What Is an Expense That May Be a Covered Expense – Medical Program

Professional Services

Allergy treatment services provided in a physician’s office for the diagnosis and treatment of allergies.

Bariatric surgery covered on an in-network basis only. You or your spouse must meet claims administrator-specific criteria for the in-network surgery to be approved and covered by the Medical Program. These criteria generally include, but are not limited to, a minimum BMI, physician approval, unsuccessful attempts at weight loss via a physician-supervised established weight loss program(s), and other health side effects. Please work with the claims administrator to confirm the preapproval process and criteria surrounding coverage of bariatric surgery.

Hearing exams services provided to determine hearing status. Hearing exams and aids are covered when due to an injury or illness, up to $1,000 per 36-month period.

Inpatient hospital professional services services that are provided by an appropriately licensed physician during an inpatient confinement and in conjunction with an inpatient admission.

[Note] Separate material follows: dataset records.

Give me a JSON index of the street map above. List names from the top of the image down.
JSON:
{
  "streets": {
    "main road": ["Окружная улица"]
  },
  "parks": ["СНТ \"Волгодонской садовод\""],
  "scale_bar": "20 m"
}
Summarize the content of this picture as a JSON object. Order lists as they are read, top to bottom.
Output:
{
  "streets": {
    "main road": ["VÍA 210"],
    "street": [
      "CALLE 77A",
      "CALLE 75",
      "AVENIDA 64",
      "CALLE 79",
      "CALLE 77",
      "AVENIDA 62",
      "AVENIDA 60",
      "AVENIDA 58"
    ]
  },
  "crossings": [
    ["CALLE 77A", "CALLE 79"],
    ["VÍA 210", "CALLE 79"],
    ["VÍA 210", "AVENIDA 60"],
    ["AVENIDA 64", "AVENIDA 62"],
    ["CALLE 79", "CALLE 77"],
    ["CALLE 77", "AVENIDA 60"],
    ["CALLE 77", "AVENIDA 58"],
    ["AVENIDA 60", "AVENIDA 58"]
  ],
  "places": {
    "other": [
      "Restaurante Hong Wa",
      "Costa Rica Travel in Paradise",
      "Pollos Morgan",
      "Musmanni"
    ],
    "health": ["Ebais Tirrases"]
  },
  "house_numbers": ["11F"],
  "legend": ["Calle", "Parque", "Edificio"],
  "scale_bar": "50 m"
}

Multiple surgeries surgical procedures during one operating session that are secondary or incidental to the primary surgery. The maximum amount that the Medical Program pays is the amount otherwise payable for the most expensive procedure, and half of the amount otherwise payable for all other procedures. The Medical Program pays benefits for any charge that is made by an assistant or co-surgeon, up to 20% of the primary surgeon’s allowable charge. (For purposes of this covered expense, “allowable charge” means the covered amount payable to the surgeon prior to any reductions due to coinsurance or deductible amounts.)

Outpatient professional services services that are provided by an appropriately licensed physician in conjunction with outpatient services that are provided at a hospital or a licensed outpatient surgical facility. Such services may include those services provided by a pathologist, radiologist, anesthesiologist, emergency medicine physician, oncologist, or nephrologist, and includes inpatient facility and outpatient setting.

Physician office visits services that are provided in a physician’s office, including routine preventive care and the diagnosis and treatment of an illness and injury. Such services may also include emergency care services. Lab/X-rays that are sent to and billed by an independent lab/X-ray facility will be paid under the independent lab/X-ray facility benefit.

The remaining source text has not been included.